Referenceopen allclose all
Endpoint conclusion
- Endpoint conclusion:
- adverse effect observed
- Dose descriptor:
- LOAEL
- 6.25 mg/kg bw/day
- Study duration:
- chronic
- Species:
- rat
- Quality of whole database:
- Reliable study (klimish score of 2)
- System:
- endocrine system
- Organ:
- thyroid gland
Repeated dose toxicity: inhalation - systemic effects
Endpoint conclusion
- Endpoint conclusion:
- no study available
Repeated dose toxicity: inhalation - local effects
Endpoint conclusion
- Endpoint conclusion:
- no study available
Repeated dose toxicity: dermal - systemic effects
Endpoint conclusion
- Endpoint conclusion:
- no study available
Repeated dose toxicity: dermal - local effects
Endpoint conclusion
- Endpoint conclusion:
- no study available
Additional information
7 -weeks study in rats and mice on analogue substance (1979):
Rats were exposed to DETU in diet during seven weeks to 147, 215, 316 and 464 ppm.
- At 316 ppm concentration: Mean body weight gain increased by 3 % among male rats compared to control group while it decreased by 11% in female rats. 1 female rat died and another had an arched back and rough coat.
- At 215 ppm concentration: Mean body weight gain decreased by 10 % among male rats compared to control group while it decreased by 1% in female rats.

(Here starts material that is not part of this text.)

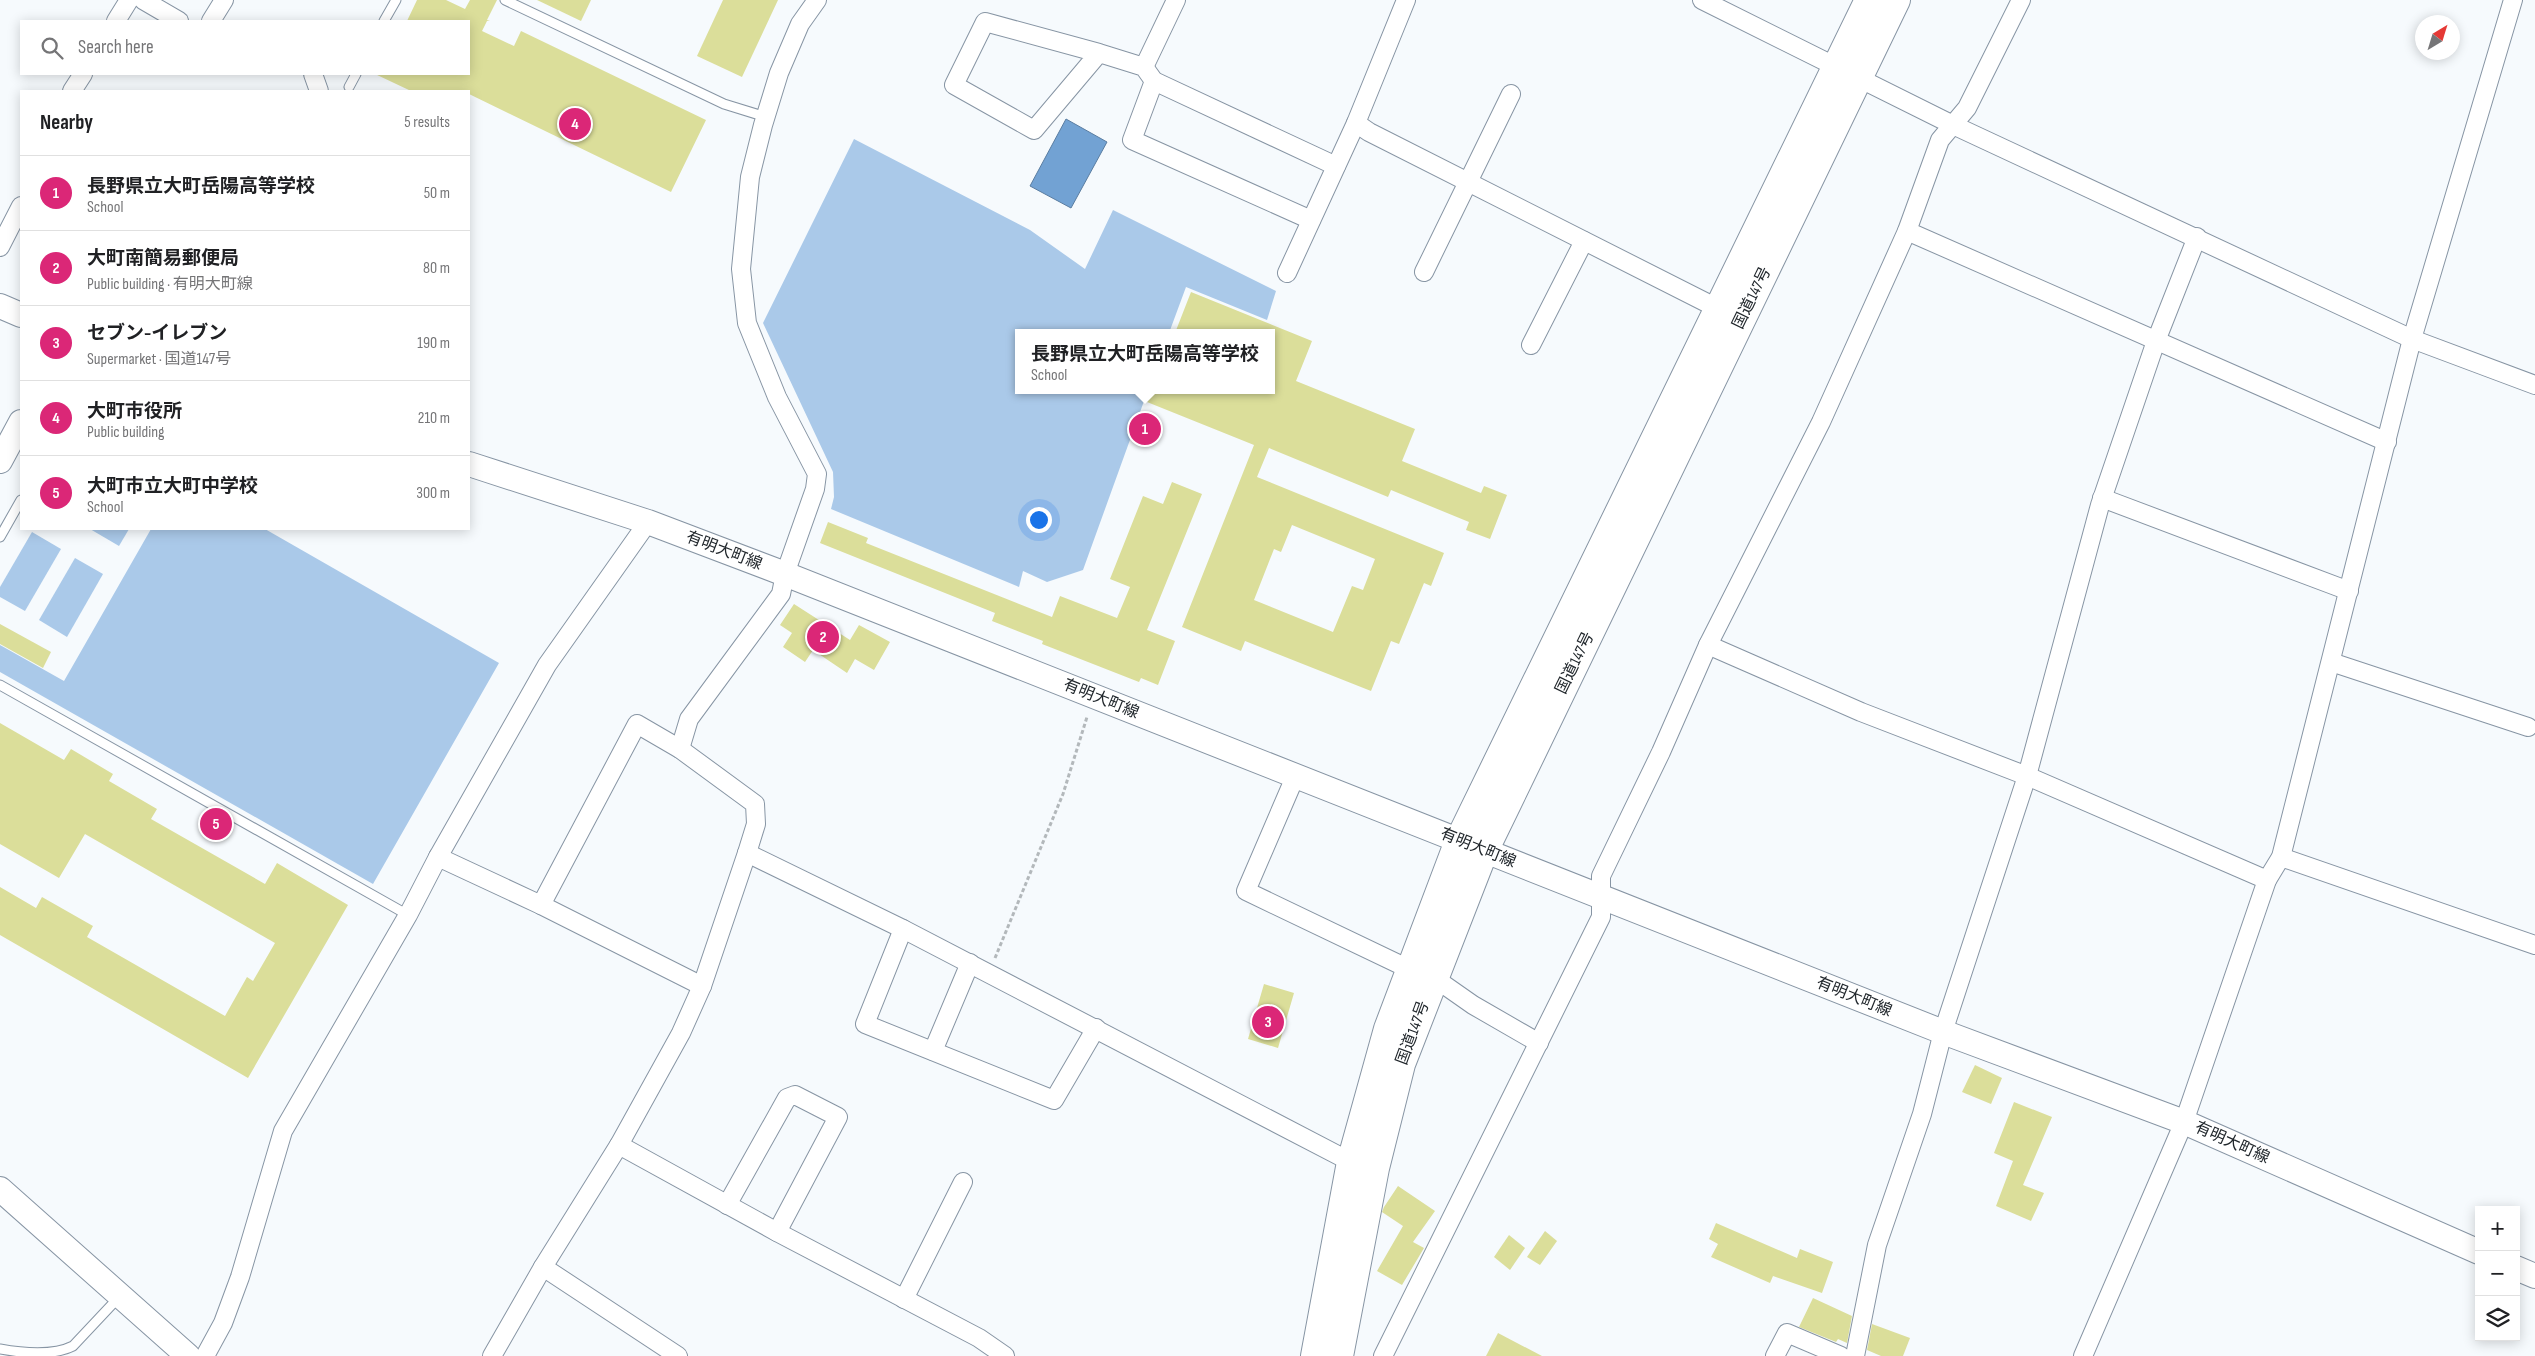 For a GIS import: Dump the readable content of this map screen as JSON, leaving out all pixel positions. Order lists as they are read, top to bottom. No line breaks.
{"streets":{"highway":["国道147号"],"main road":["有明大町線"]},"crossings":[["国道147号","有明大町線"]],"north":"top right","page":{"search":"Search here","heading":["Nearby","5 results"],"pins":["4","1","2","5","3"],"list":[{"mark":"1","name":"長野県立大町岳陽高等学校","note":"School","value":"50 m"},{"mark":"2","name":"大町南簡易郵便局","note":"Public building · 有明大町線","value":"80 m"},{"mark":"3","name":"セブン-イレブン","note":"Supermarket · 国道147号","value":"190 m"},{"mark":"4","name":"大町市役所","note":"Public building","value":"210 m"},{"mark":"5","name":"大町市立大町中学校","note":"School","value":"300 m"}],"popup":["長野県立大町岳陽高等学校","School"],"map_buttons":["+","−"]}}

=> The maximum tolerated concentration was around 250 ppm, and the NOAEL is 147 ppm (7.35 mg/kg bw/d).
Mice were exposed to DETU during seven weeks to 680, 1000, 1470, 2160 and 3150 ppm in diet.
At 680 ppm, the mean body weight gain was decreased among males (-10%) and females (-8%) compared to control group.
=> The high concentration selected for administration to dosed mice in the main study was 500 ppm (=NOAEL).
Carcinogenicity tests on rats and mice.
Rats were exposed to DETU in diet during 103 weeks at 125 and 250 ppm (6.25 and 12.50 mg/kg bw/d respectively).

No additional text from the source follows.